あぁ、どうしよう、先生になんて説明しよう。
出来ちゃったってば?
先生パパになったってばよ?
ああぁぁぁあああ!!どう説明しても混乱しか生まれねえ気がする!!
すると先生が帰ってきたのか、玄関の扉が開く音がしたと同時に、急いでこちらに向かってくる足音がした。
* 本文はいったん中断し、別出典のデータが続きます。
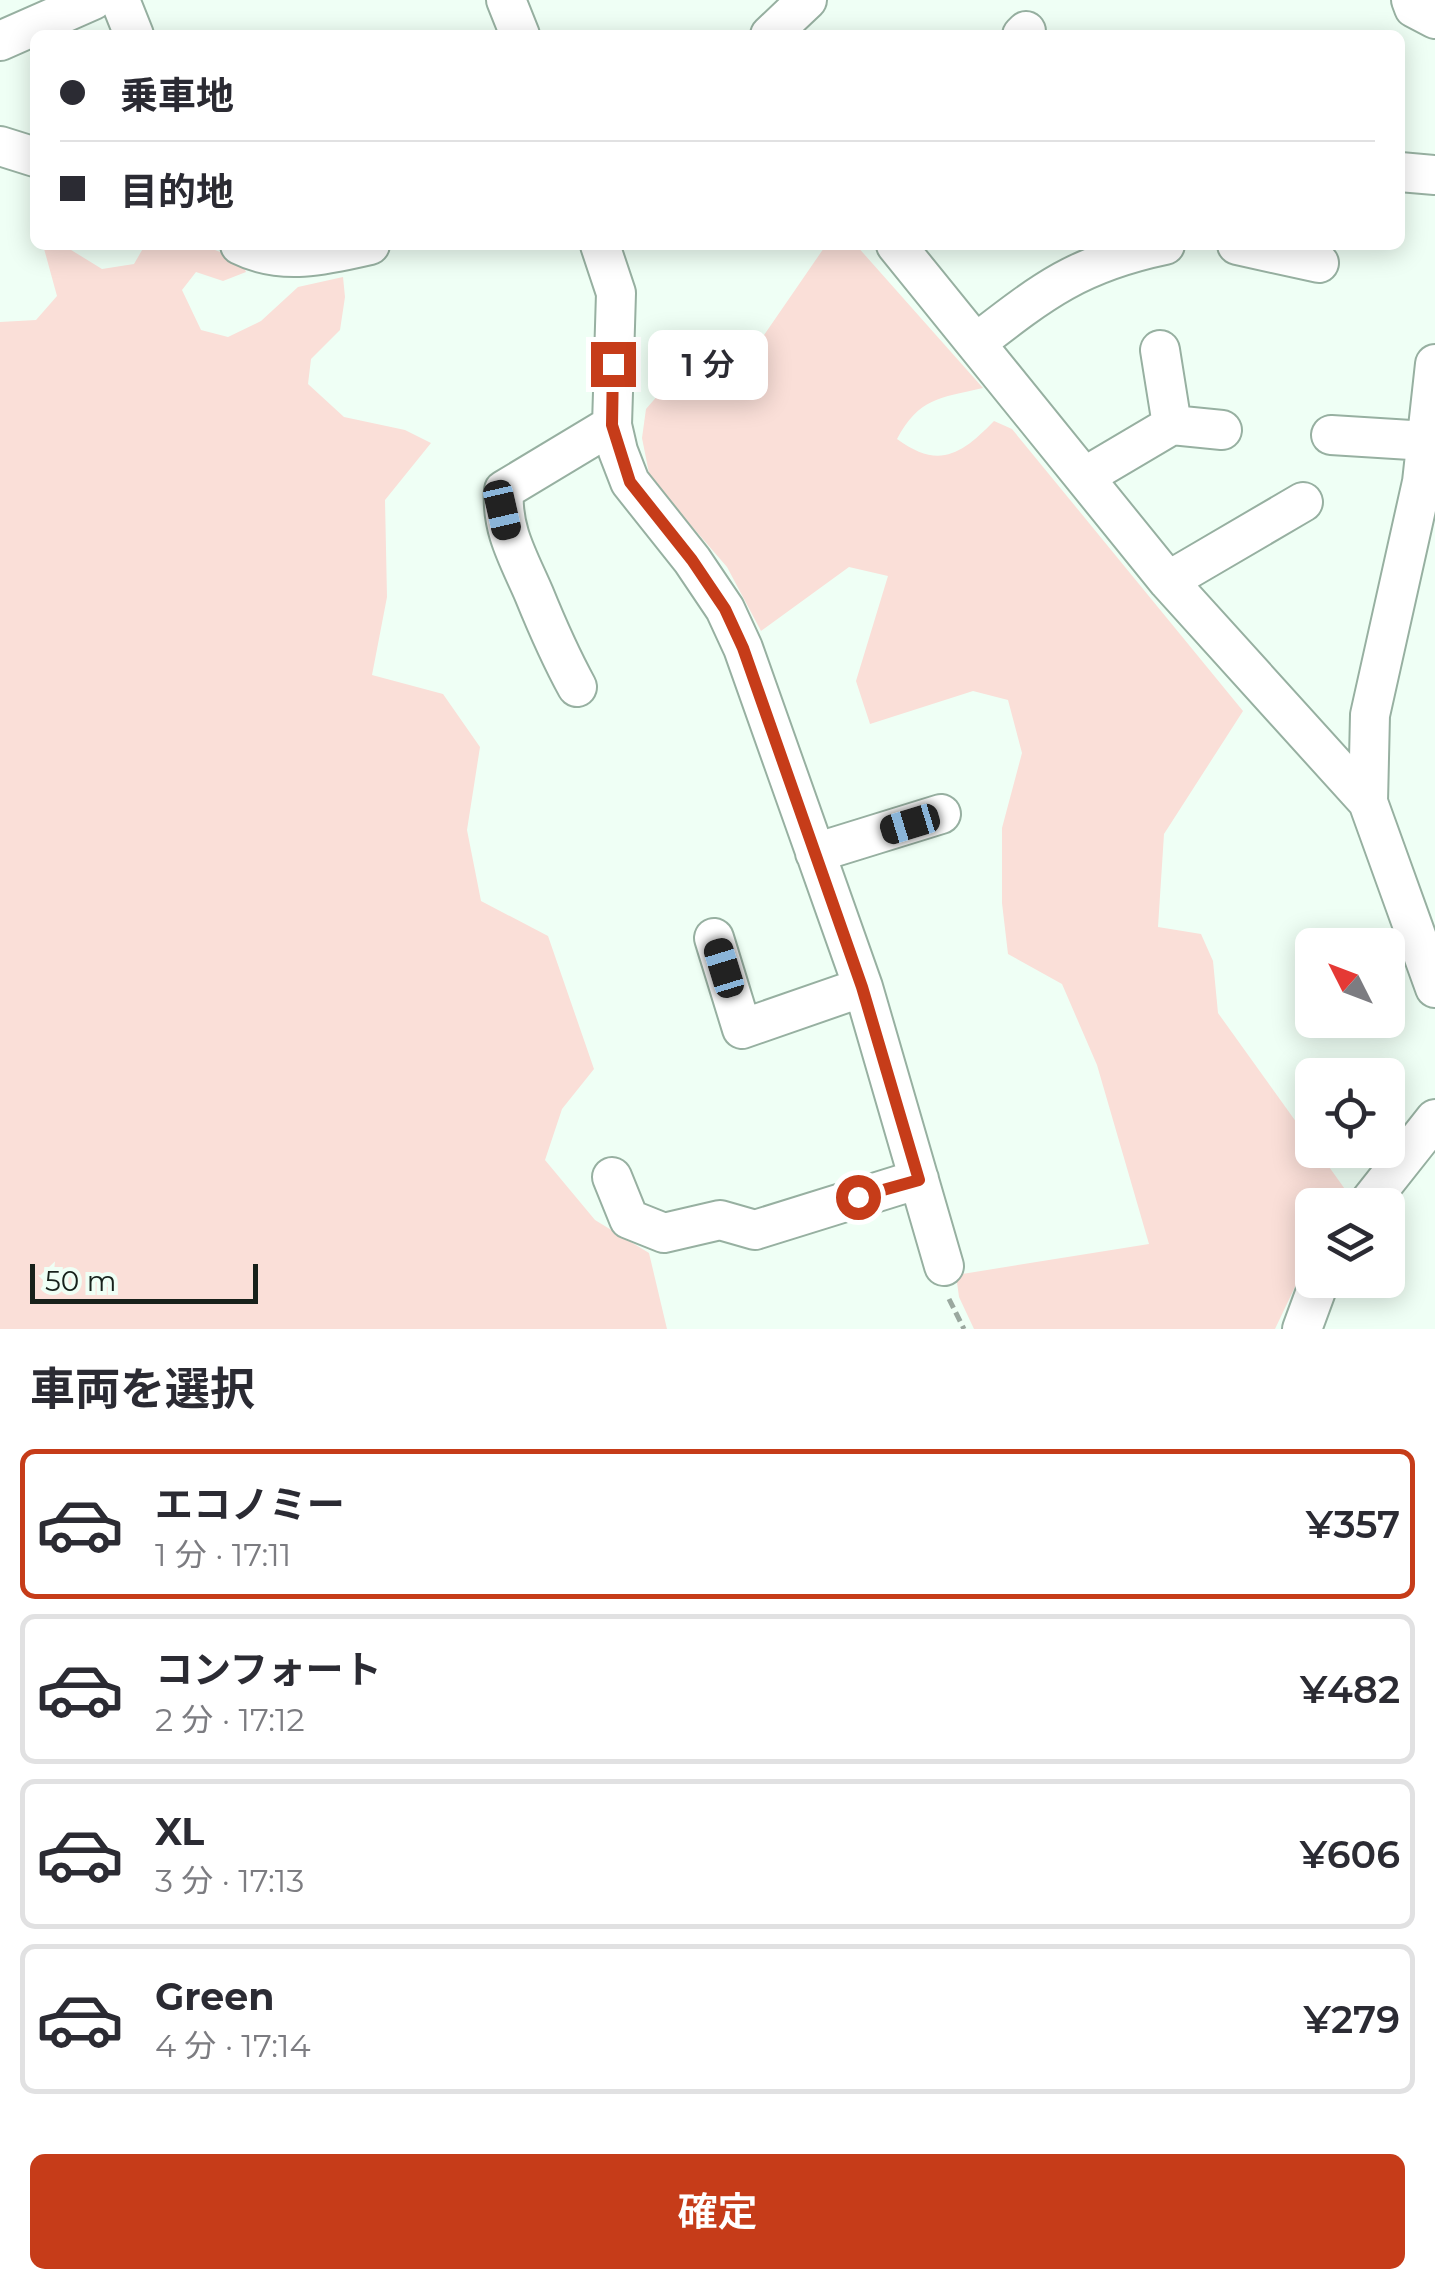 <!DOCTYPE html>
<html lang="ja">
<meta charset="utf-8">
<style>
:root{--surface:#fff;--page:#f7f7f7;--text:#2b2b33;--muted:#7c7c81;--line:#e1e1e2;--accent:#c63c19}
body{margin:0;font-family:Montserrat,"Noto Sans JP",sans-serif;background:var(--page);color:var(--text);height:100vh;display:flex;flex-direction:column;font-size:38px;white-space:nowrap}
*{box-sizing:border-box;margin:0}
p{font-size:32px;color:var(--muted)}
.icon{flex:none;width:55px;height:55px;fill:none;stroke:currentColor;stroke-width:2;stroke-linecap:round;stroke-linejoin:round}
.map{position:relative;height:1329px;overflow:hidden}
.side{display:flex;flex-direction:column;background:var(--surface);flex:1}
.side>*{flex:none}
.top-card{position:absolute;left:30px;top:30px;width:1375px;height:220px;border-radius:15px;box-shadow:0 5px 25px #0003;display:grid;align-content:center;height:220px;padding:0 30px;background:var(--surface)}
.needle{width:65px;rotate:312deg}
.tools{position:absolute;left:1295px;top:928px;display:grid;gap:20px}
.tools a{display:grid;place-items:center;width:110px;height:110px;border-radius:15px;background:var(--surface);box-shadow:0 5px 25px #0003;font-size:50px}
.scale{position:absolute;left:30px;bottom:25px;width:228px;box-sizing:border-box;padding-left:10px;border:5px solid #17211b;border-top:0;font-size:28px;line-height:35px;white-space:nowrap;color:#17211b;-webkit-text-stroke:8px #effff5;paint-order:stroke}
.end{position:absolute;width:45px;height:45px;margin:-22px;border:12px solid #c63c19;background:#fff;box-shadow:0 0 0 5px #fff}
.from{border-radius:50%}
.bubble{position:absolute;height:70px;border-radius:15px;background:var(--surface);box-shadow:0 5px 25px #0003;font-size:32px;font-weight:600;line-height:70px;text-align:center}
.car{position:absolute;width:30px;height:60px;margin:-30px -15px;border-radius:12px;box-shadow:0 0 8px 2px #0007;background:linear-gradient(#222 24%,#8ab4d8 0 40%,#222 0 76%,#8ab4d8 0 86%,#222 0)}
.top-card b{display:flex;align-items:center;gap:35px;height:95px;font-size:38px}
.top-card b+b{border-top:2px solid var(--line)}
.top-card i{width:25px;height:25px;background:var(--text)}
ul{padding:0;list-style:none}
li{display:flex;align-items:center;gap:30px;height:150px;margin:0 20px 15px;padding:0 10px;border:5px solid var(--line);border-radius:15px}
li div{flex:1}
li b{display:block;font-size:38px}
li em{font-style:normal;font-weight:600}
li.on{border-color:var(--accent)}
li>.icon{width:90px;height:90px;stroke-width:1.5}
h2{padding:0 30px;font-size:45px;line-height:120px}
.button{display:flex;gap:20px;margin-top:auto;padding:20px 30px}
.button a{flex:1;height:115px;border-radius:15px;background:var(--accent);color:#fff;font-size:40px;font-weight:600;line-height:115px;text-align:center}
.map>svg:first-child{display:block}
.green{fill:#fadfd8}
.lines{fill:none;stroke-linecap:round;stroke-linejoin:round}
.minor-casing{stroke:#97b0a1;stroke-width:42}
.path{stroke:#9aa89f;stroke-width:5;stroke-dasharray:10 5;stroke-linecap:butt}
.minor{stroke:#fff;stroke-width:38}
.route{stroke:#c63c19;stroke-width:12}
</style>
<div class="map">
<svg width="1435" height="1329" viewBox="0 0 1435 1329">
<rect width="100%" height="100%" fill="#effff5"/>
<path class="green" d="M43,245H63L102,269L134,264L145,245H202L241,260L246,272L223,281L196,272L182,290L201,330L228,337L261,321L298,287L343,277L345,297L340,330L311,359L308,384L344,417L405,430L431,443L385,500L387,597L372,675L443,694L480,747L467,830L481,901L548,936L594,1069L562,1109L545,1160L595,1220L649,1253L667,1329H0V322L36,320L57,296Z
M826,245H856L983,388C939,398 919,398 897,439C939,470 962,454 994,421L1012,429L1243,711L1164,834L1158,927L1201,934L1213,961L1218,1013L1312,1144V1150H1317L1347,1192L1339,1205H1312V1251L1275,1329H974L959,1297L956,1275L1149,1244L1097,1065L1062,984L1008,954L1002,903V828L1022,753L1008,700L973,691L870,724L856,681L888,576L849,567L761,631L727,567L650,478L642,438L646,409L672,379L697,359L717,352L742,354L760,341Z"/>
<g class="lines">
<g class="minor-casing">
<path id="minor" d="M120,0L134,35
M506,0L520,35
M1411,0L1414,8L1435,19
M770,35L807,0
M1022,35L1026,31
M0,41L93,0
M0,146L35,157
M1400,172L1435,175
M240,245C282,266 327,255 370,245
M600,245L616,293L612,425L618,451L630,482L692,560L725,609L743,648L863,987L944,1266
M896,245L1168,581L1368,802
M1237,245L1319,263
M976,343C1043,291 1079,263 1165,245
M1435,364L1422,482L1370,715L1368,802L1435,988
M1172,425L1222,430
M1331,435L1427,441
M1084,477L1172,425L1160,350
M1168,581L1303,502
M577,687C560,656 547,626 534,594C519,559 501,530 504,490L612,425
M815,853L941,814
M714,938L742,1029L863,987
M612,1177L629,1219L664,1233L720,1220L755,1230L919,1179
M1367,1205L1435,1119
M1302,1329L1320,1280"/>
</g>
<path class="path" d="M949,1299L964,1329"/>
<use href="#minor" class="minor"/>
</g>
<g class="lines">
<path class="route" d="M613,364L612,425L630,482L692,560L725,609L743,648L862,987L919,1180L858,1197"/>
</g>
</svg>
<div class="tools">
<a><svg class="needle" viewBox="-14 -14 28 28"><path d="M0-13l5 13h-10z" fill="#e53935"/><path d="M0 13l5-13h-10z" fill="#7c7c81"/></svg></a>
<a><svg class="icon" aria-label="locate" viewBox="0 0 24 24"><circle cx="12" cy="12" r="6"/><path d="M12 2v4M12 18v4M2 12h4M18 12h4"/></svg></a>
<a><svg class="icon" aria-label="layers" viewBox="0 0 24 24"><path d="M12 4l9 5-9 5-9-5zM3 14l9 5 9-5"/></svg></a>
</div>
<div class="scale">50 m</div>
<i class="end from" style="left:858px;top:1197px"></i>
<i class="end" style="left:613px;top:364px"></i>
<div class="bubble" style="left:648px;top:330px;width:120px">1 分</div>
<i class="car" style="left:502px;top:510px;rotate:167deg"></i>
<i class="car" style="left:910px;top:824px;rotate:253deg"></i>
<i class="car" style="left:724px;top:968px;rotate:343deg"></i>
<div class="top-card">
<b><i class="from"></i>乗車地</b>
<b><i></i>目的地</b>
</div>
</div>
<section class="side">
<h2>車両を選択</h2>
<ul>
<li class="on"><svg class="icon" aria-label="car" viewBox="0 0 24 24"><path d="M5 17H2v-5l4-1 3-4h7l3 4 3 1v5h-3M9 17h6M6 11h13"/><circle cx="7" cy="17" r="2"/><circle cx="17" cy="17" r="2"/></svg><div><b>エコノミー</b><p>1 分 · 17:11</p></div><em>¥357</em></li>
<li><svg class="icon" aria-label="car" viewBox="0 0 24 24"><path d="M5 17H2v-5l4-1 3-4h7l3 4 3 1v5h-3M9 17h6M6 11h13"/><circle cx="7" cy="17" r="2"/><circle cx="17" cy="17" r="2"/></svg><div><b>コンフォート</b><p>2 分 · 17:12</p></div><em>¥482</em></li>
<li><svg class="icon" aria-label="car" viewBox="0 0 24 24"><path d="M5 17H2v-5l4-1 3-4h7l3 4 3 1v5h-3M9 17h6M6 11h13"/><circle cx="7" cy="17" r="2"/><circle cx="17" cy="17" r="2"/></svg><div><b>XL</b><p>3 分 · 17:13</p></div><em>¥606</em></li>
<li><svg class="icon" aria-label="car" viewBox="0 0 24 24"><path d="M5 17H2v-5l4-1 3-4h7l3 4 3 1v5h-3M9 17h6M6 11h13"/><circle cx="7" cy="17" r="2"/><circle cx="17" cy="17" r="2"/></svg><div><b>Green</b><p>4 分 · 17:14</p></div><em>¥279</em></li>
</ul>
<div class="button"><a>確定</a></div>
</section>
「ただいまナルトっ、今日病院行ったんだって?サクラから聞いたよ。でも結果は教えてくれなくてネ。どうだったんだ?」

先生、少し息が切れてる。
急いで帰ってきたんだ。
サクラちゃんは先生に言わなかったんだ。
俺の口からちゃんと言わせようとしてるんだ。
でもサクラちゃん、俺ってば怖いよ。
再不斬やペイン、カグヤと戦った時よりも、怖いってばよ。

「ナルト…?」
「せ、先生、あの、さ、俺ってば」
「ん?」

俺を安心させるように、先生は俺の頭を優しく撫でる。
ドクドクと心臓がうるさい。

「俺……赤ちゃん、でき、た…」
「………え?」
「ふ、双子、だって…」

俺の頭を撫でる手が止まる。
困惑しているんだろう。当然だ。

「誰と、誰の…?」
「先生と、俺の…」
「ほ、ほんとに?ドッキリとかじゃなくて?」
「ほんとだってば。なんか、九喇嘛のチャクラが俺の体に影響を与えたとかなんとかで……」


どうしよう。
先生固まってるってば。
やっぱり、気持ち悪いよな…。
男に子供が出来たなんて。
そもそも先生、子供、好きなのかな。
もし、嫌いだったら。
大丈夫、大丈夫だってば。
お前達は、俺が守ってやるからな。
俺1人でも、生んで育てるからな。
先生に拒絶されるのは怖いけれど、先生が嫌だって言うなら、受け入れるってば。
嫌な考えだけが、頭の中をグルグルと回る。

「ナルト」
「っ!」

不意に呼ばれてビクリと身体が揺れる。
やっぱり、怖いってばよ。
あぁ…短い結婚生活だったってば。
先生、俺、先生のことずっと愛してるから。

「ありがとう」
「……へ?」

力強く抱きしめられた。
今度は俺が困惑した。

「ありがとう、ありがとうナルト。俺に、家族をくれて。俺にまた、愛するものをくれて、ありがとう」

先生の声はわずかに震えていて、抱きしめられてて顔は見えないけど、泣いてるみたいだった。

「生んで、いい、ってば…?」
「当たり前デショ!?生んでよ。まさか、俺に生むななんて言われると思ってたの!?」
「少し、考えた、ってば」
「そんなわけないデショ!?俺はナルトを愛してる!例えナルトから離れても、俺はナルトを離す気なんてさらさらないよ。ナルトが逃げても、どこまでも追いかけるよ」
「せんせぇ……ひっ、おれ、こわかった、てば。ひぐっ、もし、せんせ、に、いらないって、言われたら…どうしようって」

堪えていた涙が溢れてくる。
決壊したダムのように、止まらない。

「いらないなんて、言わないよ。俺にはナルトが必要なんだ。今までも、これからも。ねぇ、ナルト」
「?」
「もう1度言うよ、ナルト、俺に家族を、愛するものをくれてありがとう。必ず、俺とナルトと子供たちで幸せになろう。必ず、俺が守るから」
「せんせぇ…!!」

その後、俺は涙を止めるのにかなり時間かかって、でもその間、カカシ先生はずっと俺を抱きしめてくれていた。
赤ちゃん達、必ず、俺とカカシ先生が幸せにするってば。
たくさん、愛してあげるってば。
ちゃんと、守ってあげるってば。
家族を知らない俺に、カカシ先生が家族になってくれて、カカシ先生がまた家族をくれた。
上手く母ちゃんできるか分かんないけど、
俺ってば、頑張るから。
赤ちゃん達、元気に生まれてきてくれよな。


俺、はたけナルトは今日、母ちゃんになりました。